UnitedHealth will cease offering Medicare Advantage plans in 16 U.S. counties and over 100 plans in total, impacting approximately 600,000 members, effective 2026. This strategic reduction is a response to significant CMS funding cuts, rising healthcare costs, and increased utilization, which have created reimbursement pressure and a projected $4 billion risk to insurance profits by 2026. The move, following a Q1 earnings miss attributed to unexpected MA costs, aims to streamline operations and ensure sustainable models, likely shifting members towards more restrictive HMO plans, particularly in rural areas.

Analysis

UnitedHealth is executing a significant strategic pivot in its Medicare Advantage (MA) business, announcing the closure of over 100 plans which will impact approximately 600,000 members by 2026. This move is a direct response to a confluence of severe financial headwinds, including rising healthcare costs, increased member utilization, and a projected 20% decline in government funding by 2026 compared to 2023 levels.
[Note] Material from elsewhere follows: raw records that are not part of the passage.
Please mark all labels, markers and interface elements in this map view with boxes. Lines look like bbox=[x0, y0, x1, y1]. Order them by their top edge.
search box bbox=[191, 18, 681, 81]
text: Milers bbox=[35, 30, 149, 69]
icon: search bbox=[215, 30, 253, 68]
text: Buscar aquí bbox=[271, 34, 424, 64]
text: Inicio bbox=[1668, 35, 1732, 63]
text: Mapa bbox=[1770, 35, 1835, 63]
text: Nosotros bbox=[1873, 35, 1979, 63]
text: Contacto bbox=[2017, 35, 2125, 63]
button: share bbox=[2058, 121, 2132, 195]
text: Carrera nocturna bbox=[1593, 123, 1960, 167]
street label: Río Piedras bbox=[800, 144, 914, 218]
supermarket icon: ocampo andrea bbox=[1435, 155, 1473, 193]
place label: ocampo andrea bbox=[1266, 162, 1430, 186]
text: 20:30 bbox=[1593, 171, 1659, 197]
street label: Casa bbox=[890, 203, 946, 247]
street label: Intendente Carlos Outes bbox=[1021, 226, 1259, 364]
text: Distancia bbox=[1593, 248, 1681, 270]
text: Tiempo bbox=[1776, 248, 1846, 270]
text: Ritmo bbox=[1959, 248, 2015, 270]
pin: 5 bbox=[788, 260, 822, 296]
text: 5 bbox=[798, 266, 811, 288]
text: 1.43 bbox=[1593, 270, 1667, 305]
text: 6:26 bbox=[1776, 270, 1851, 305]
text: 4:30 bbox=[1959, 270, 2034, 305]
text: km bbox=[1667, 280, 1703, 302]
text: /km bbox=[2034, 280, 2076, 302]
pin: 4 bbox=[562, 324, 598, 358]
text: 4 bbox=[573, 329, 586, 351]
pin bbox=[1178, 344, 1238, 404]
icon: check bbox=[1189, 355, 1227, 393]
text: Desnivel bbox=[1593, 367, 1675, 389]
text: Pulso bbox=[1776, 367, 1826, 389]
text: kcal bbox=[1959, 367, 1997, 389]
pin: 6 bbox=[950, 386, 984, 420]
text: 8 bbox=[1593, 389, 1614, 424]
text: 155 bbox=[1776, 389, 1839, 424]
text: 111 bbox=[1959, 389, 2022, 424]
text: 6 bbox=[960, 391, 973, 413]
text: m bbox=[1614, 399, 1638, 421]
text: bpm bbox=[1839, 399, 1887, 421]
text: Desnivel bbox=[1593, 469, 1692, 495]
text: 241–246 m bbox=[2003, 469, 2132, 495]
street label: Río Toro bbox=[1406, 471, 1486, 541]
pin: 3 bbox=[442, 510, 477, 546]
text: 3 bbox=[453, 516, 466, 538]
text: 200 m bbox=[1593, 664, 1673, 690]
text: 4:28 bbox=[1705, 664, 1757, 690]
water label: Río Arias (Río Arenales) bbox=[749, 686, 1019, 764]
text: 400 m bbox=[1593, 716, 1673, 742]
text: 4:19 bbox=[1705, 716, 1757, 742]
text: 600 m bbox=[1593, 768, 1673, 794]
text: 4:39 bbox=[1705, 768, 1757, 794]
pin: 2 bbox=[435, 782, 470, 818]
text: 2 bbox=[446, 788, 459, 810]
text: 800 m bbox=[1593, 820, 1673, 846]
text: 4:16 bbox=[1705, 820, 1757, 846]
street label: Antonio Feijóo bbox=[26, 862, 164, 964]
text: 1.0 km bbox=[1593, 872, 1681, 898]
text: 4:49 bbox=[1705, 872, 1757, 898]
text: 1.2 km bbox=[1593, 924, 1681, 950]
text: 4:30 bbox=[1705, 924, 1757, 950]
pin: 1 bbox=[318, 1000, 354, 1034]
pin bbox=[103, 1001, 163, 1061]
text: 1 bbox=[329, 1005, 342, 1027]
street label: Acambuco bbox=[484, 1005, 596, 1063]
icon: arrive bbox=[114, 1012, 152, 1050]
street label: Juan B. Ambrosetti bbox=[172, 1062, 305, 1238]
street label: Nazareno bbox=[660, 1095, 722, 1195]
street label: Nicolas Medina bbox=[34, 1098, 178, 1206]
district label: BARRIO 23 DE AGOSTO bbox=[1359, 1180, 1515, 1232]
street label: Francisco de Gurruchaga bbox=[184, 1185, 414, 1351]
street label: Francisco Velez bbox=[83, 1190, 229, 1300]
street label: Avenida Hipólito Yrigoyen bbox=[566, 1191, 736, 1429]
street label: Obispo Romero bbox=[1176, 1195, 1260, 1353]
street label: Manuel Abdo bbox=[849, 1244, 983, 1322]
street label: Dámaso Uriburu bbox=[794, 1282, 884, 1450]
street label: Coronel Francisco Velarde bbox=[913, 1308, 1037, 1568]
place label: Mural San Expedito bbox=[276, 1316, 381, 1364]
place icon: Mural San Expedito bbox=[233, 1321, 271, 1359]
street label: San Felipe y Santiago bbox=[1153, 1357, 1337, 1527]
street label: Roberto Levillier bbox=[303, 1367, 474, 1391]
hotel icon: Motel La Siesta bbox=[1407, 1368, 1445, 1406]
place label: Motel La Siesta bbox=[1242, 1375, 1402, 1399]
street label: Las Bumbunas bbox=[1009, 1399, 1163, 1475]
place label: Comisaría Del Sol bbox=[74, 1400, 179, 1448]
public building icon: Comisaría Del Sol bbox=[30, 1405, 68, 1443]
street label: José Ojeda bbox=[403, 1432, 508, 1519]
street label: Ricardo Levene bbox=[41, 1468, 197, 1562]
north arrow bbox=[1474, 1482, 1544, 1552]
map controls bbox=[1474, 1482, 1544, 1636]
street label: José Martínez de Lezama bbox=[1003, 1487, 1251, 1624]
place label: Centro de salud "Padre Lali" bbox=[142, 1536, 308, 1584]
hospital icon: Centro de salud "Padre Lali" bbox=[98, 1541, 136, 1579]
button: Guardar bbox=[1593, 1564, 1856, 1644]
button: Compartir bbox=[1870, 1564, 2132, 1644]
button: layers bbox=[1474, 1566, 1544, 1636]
The decision provides context for the company's recent suspension of full-year guidance, which followed a Q1 earnings miss—its first since 2008—also attributed to unexpected MA costs. Management is acting to mitigate a previously quantified $4 billion risk to 2026 insurance profits stemming from regulatory payment changes. The closures, which are concentrated in rural areas and primarily affect more flexible preferred provider organization (PPO) plans, signal a strategic shift toward cost containment and operational discipline, likely forcing members into more restrictive and network-dependent health maintenance organization (HMO) plans.